Gastrulation is a morphogenetic milestone in which complex cell and tissue rearrangements position the embryonic germ layers. It has been studied in living and fixed gastrulae using time-lapse light microscopy^4,8–11, and in fixed, cleaved or dissected embryos³ by electron microscopy. However, these two-dimensional (2D) imaging methods are limited in their capacity to reveal deep tissue dynamics. As a consequence, certain gastrulation movements, such as convergent extension of the mesoderm² and vegetal rotation of the endoderm¹², have been analysed in vitro. Although studies of explants provide valuable insights, they are unlikely to fully recapitulate in vivo morphogenetic behaviours which depend on cell and tissue interactions within the intact embryo^1,13,14. Confocal light microscopy¹⁵ and digital scanned light-sheet microscopy^6,16 have been used to study in vivo developmental processes in four dimensions (4D). However, both techniques are most applicable to optically translucent embryos (for example, zebrafish) and require fluorescence labelling of selected subcellular structures^15,17. In vivo microscopic magnetic resonance imaging has been used to investigate opaque embryos⁷ (for example, mice and X. laevis), but this technique is unable to resolve structure at the cellular level.
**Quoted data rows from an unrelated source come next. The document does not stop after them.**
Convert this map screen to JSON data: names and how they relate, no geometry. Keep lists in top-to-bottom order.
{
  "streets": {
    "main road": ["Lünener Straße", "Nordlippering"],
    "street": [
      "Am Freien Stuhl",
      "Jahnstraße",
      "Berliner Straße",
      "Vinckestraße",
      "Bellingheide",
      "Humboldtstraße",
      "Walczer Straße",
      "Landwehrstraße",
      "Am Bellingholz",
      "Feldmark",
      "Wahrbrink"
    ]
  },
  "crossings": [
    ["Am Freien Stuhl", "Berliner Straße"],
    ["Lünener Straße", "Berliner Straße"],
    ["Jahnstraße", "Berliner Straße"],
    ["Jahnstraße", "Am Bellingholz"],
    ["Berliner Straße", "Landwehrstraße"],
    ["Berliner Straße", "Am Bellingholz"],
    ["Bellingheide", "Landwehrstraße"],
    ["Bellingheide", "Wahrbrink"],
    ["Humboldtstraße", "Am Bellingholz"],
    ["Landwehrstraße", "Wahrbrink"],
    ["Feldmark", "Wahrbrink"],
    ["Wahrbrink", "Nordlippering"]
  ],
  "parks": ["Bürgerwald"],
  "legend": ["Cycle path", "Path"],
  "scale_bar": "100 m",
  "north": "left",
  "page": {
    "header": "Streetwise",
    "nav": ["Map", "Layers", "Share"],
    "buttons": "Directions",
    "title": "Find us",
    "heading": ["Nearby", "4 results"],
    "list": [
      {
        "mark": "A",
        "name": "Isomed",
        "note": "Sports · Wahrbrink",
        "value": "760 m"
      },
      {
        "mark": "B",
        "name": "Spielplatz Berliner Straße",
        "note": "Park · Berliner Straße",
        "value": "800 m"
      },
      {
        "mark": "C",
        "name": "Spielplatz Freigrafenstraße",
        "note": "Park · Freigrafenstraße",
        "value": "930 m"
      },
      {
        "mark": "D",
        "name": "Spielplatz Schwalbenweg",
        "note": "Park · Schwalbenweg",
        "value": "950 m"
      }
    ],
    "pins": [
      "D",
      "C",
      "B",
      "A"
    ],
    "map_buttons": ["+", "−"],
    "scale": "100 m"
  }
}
Here we use X-ray phase-contrast microtomography to overcome these limitations and to avoid high dose depositions introduced by conventional X-ray absorption imaging¹⁸. Exploiting the interference of electromagnetic waves, this imaging technique benefits from their high coherence and intensity when produced by modern synchrotrons. Early developmental stages of vertebrate embryos are composed of light chemical elements. As a consequence, phase shifts in the transmitted wave field dominate attenuation by three orders of magnitude for hard X-rays^19–21. This facilitates in vivo X-ray imaging. Due to a high penetration depth, phase-contrast microtomography represents a genuine 3D imaging modality, and it visualizes both cell shape and subcellular structures such as nuclei and yolk platelets (Supplementary Video 1)^22–24.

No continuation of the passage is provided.